Wird eine solche „Unzuverlässigkeit“ festgestellt, ist die Folge, dass man in einem luftverkehrsnahen Bereich nicht mehr arbeiten darf. Dies bedeutet also ein faktisches Berufsverbot und damit einen Eingriff in die Berufsfreiheit aus Art. 12 GG.

Bisher gibt es relativ wenige höchstgerichtliche Urteile zu § 7 Abs. 1a LuftSiG.
Bisher gibt es relativ wenige höchstgerichtliche Urteile zu § 7 Abs. 1a LuftSiG.
Für eine verfassungskonforme Auslegung des Luftsicherheitsgesetzes dürfte es jedenfalls notwendig sein, diese Erkenntnisse nur als Anhaltspunkt für weitere, vollständige Ermittlungen zu nehmen und dem Betroffenen umfassend rechtliches Gehör zu gewähren. Im Bereich mittlerer Geldstrafen wegen Straftaten ohne jeden Bezug zur Luftfahrt oder zur öffentlichen Sicherheit wird man regelmäßig zu einer geringen Vermutungswirkung kommen und die Widerlegung leichter zulassen müssen.

Bis zum Bundesverfassungsgericht sind die Vorschriften bisher kaum gelangt, insbesondere nicht im geschilderten Grenzbereich. Dies spricht dafür, dass die Behörden hier möglicherweise relativ nachsichtig sind und tatsächlich die Berufsfreiheit achten.
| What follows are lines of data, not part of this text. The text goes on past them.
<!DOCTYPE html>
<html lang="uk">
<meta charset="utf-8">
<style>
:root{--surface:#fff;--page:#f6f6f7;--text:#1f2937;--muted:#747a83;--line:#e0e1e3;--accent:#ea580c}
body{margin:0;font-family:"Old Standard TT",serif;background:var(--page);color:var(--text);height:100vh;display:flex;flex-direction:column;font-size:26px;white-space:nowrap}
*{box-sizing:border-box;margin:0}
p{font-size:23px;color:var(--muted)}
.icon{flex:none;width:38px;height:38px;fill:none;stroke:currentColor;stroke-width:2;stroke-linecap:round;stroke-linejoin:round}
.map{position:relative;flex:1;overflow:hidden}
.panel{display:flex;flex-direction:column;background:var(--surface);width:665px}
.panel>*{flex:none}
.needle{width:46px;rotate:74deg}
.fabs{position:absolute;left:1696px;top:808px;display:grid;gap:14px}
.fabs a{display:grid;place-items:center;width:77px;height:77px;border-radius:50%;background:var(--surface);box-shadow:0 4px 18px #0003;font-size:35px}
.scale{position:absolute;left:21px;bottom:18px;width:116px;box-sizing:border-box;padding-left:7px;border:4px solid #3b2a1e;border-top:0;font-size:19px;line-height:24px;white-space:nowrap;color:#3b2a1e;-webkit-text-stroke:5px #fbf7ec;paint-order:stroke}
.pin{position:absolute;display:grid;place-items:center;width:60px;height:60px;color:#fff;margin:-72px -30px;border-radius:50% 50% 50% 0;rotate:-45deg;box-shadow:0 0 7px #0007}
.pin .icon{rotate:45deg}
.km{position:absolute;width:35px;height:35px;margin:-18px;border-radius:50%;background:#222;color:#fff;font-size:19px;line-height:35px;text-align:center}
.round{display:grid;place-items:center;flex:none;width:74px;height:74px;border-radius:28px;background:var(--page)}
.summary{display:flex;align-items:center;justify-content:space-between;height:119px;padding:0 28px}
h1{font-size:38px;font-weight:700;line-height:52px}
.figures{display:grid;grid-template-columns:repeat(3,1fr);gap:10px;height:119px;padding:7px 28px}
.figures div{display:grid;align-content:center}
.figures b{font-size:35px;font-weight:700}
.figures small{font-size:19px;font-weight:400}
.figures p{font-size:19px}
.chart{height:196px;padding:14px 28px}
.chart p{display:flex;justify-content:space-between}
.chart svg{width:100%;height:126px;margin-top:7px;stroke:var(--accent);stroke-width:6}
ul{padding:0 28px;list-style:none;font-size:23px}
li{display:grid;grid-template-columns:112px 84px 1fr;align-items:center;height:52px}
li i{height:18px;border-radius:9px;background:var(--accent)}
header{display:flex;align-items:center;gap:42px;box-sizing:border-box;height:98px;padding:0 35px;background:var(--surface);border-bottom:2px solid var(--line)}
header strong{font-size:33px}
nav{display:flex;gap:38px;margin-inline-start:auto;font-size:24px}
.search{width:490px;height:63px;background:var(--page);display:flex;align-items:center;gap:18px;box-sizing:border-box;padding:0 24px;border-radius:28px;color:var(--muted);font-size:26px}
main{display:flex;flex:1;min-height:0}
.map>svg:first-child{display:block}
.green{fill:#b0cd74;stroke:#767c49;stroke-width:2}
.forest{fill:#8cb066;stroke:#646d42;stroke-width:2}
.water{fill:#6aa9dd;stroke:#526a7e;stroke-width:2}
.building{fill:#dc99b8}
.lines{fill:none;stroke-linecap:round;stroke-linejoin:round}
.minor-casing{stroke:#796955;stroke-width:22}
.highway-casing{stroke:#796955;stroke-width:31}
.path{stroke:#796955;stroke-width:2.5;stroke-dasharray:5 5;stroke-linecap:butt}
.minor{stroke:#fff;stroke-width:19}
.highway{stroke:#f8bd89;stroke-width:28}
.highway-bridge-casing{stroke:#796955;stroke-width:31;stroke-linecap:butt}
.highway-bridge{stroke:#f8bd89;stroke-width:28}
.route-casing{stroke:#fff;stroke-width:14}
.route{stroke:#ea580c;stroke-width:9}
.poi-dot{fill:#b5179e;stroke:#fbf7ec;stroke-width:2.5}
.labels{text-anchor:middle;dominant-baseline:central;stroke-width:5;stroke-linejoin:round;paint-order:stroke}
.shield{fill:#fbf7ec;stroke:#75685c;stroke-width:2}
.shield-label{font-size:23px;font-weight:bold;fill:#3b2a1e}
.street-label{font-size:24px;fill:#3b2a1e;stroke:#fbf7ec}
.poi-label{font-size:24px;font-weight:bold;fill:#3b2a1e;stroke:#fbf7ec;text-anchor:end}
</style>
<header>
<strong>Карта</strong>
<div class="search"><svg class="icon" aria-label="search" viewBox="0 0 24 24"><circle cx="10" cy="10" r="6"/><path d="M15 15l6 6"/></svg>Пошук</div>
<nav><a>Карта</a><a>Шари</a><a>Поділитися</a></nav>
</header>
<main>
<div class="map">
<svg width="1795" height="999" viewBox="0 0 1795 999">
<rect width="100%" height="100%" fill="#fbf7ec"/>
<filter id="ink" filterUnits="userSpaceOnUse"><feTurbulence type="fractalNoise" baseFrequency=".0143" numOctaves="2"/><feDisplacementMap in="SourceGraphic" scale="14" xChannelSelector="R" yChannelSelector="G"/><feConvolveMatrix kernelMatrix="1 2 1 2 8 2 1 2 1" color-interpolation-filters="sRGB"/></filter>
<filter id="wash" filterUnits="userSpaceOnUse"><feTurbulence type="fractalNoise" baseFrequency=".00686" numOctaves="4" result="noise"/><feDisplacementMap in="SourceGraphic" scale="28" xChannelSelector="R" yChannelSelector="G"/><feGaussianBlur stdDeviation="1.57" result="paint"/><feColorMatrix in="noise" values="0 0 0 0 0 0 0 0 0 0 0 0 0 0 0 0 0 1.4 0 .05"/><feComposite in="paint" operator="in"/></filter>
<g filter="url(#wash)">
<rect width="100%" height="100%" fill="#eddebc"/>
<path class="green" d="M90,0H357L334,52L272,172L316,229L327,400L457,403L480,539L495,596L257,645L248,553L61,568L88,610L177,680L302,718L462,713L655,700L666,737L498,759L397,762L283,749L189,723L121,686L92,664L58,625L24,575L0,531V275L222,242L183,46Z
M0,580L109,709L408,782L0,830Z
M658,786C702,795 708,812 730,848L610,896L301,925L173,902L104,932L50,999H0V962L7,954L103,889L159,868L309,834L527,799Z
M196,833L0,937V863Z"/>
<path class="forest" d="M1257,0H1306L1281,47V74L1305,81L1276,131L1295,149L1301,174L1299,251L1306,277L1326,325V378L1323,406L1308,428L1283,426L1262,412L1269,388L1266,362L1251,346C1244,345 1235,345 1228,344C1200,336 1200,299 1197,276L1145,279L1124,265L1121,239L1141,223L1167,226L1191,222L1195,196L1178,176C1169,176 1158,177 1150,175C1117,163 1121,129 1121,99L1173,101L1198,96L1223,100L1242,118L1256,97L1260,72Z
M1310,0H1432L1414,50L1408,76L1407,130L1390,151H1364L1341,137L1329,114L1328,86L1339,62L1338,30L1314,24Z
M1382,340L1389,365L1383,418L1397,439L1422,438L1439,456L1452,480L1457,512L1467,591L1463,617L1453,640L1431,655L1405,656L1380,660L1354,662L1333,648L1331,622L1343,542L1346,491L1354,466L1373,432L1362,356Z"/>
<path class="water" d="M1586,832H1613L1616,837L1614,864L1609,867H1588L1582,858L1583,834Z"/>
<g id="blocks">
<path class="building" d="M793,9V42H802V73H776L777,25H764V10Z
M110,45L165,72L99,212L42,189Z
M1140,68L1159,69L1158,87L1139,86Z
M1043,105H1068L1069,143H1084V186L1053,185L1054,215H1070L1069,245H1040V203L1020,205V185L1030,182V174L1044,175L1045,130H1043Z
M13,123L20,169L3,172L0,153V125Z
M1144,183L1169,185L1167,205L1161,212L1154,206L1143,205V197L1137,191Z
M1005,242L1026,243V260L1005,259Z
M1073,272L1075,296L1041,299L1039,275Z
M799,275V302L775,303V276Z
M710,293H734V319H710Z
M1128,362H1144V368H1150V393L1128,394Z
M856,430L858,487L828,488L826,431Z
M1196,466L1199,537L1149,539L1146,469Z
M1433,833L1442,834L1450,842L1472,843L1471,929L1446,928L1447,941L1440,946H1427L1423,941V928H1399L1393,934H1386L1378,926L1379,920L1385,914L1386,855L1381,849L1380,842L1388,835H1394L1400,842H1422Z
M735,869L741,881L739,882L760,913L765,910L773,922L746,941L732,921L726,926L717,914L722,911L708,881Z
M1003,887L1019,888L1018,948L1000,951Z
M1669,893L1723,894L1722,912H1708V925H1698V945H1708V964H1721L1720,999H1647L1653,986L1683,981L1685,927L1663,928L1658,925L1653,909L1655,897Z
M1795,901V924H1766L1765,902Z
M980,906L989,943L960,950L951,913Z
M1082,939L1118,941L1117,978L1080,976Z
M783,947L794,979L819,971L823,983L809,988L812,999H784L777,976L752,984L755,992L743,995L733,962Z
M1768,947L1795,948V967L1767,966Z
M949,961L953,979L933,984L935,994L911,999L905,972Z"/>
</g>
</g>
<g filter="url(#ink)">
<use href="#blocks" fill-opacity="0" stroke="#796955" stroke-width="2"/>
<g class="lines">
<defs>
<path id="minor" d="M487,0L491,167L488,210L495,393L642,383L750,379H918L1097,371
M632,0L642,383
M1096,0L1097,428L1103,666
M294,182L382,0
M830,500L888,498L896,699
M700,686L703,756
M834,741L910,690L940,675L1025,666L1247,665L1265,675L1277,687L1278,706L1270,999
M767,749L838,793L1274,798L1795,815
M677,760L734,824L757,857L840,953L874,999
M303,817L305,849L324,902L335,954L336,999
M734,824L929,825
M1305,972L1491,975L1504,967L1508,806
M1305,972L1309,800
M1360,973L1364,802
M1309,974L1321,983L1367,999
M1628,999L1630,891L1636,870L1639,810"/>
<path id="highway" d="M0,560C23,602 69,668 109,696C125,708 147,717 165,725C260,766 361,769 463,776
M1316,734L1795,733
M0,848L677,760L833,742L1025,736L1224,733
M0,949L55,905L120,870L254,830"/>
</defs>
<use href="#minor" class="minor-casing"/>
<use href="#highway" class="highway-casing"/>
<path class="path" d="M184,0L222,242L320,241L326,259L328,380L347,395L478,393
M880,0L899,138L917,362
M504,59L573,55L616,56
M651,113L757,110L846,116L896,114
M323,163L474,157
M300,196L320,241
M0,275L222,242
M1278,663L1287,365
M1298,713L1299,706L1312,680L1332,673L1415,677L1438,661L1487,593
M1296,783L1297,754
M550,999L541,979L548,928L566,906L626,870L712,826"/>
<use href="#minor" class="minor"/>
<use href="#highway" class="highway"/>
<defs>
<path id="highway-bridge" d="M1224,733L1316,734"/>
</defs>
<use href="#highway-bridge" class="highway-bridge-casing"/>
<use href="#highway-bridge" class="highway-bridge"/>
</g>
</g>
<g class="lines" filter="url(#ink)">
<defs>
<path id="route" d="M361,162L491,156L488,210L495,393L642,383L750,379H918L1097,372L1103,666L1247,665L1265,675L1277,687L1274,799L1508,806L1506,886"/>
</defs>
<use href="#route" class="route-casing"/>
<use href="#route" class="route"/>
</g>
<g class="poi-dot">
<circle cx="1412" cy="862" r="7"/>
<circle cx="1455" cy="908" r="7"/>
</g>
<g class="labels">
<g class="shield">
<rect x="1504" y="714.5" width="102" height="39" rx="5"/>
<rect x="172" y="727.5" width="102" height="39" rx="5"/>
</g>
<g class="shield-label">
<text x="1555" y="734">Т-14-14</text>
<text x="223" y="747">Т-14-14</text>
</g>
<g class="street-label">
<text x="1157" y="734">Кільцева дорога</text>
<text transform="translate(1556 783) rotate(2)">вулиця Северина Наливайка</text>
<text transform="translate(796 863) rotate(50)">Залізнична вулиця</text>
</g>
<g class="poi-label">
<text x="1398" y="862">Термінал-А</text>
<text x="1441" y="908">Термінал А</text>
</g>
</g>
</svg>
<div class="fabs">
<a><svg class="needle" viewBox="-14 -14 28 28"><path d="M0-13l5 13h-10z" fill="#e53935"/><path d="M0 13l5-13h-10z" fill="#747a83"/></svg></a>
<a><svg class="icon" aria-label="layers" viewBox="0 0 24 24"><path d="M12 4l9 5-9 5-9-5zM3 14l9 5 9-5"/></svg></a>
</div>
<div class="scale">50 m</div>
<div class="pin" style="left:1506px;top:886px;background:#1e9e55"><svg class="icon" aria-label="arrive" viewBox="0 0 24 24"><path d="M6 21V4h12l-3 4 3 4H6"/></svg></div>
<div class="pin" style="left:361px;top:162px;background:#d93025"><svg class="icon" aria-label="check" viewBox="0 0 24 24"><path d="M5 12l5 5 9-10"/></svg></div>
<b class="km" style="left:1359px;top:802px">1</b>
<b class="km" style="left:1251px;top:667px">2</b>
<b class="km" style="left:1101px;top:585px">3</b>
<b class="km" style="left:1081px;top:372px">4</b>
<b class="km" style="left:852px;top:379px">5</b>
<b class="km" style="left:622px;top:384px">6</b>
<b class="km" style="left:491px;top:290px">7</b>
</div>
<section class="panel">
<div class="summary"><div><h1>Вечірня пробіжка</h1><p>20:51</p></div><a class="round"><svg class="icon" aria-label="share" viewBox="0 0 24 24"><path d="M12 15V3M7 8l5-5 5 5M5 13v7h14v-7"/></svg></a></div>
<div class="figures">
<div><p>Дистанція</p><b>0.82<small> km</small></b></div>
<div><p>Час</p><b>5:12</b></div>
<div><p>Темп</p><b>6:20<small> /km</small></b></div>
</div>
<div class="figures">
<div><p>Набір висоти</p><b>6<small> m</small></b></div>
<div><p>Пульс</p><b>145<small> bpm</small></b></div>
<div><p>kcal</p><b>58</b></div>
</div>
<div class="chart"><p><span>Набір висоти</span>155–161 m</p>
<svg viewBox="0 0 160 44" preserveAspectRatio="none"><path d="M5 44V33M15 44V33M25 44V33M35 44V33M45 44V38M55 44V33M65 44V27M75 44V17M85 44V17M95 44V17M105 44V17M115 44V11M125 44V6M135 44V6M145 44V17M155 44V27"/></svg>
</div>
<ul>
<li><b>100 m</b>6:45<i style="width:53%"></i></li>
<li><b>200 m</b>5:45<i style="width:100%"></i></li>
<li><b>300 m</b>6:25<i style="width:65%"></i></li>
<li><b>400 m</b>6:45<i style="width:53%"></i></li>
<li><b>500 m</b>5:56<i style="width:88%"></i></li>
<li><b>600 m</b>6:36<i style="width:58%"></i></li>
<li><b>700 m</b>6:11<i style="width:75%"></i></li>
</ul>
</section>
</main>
Das Bundesverfassungsgericht hingegen hat in den zwei relevantesten Entscheidungen jedenfalls betont, dass der Gesetzgeber grundsätzlich einen weiten Spielraum dabei hat, möglichen Gefährdungen der öffentlichen Sicherheit zu begegnen. Angesichts der großen Gefährlichkeit von Anschlägen mit Flugzeugen seien auch sehr entfernte Indizien für Unzuverlässigkeit nicht zu beanstanden:

Von einer verfassungskonformen Auslegung im Einzelfall entbindet dies die Behörden und Gerichte freilich nicht.